Question

The radius of convergence of the power series \( \displaystyle \sum_{n=1}^{\infty} \left( \dfrac{n+2}{n} \right)^{n^2} x^n \) is
 

• A. \( e^2 \)
• B. \( \dfrac{1}{\sqrt{e}} \)
• C. \( \dfrac{1}{e} \)
• D. \( \dfrac{1}{e^2} \)

Hint:

For power series, the root test is the fastest way to find the radius of convergence: \( R = 1 / \limsup |a_n|^{1/n}. \)

Answer 1

The Correct Option is D

Step 1: Apply root test.
Let \( a_n = \left( \dfrac{n+2}{n} \right)^{n^2}. \) Then radius of convergence \( R = \dfrac{1}{\limsup_{n \to \infty} |a_n|^{1/n}}. \)
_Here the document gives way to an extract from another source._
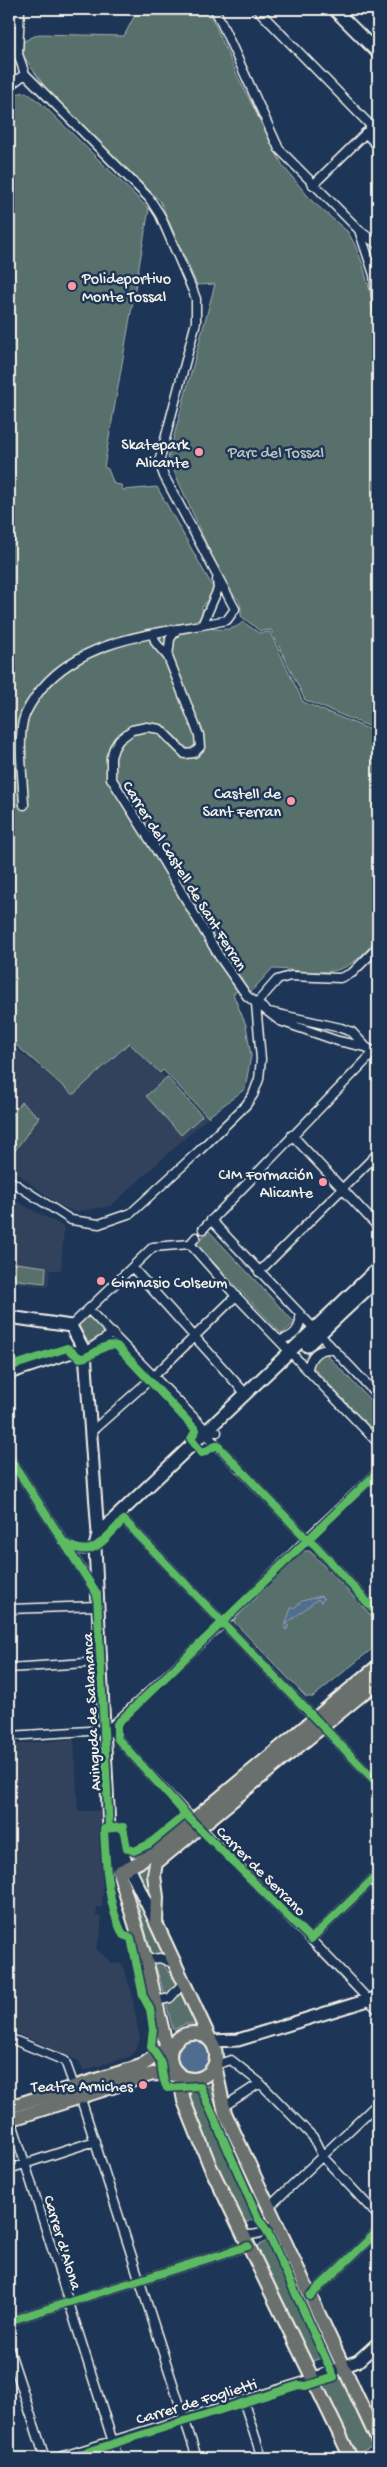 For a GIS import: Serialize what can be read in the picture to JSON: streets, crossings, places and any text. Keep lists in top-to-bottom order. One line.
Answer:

Step 2: Simplify \( |a_n|^{1/n} \).
\( |a_n|^{1/n} = \left( \dfrac{n+2}{n} \right)^n = \left( 1 + \dfrac{2}{n} \right)^n. \)

Step 3: Take the limit.
\( \lim_{n \to \infty} \left( 1 + \dfrac{2}{n} \right)^n = e^2. \)

Step 4: Find radius of convergence.
\( R = \dfrac{1}{e^2}. \)

Final Answer: \( R = \dfrac{1}{e^2}. \)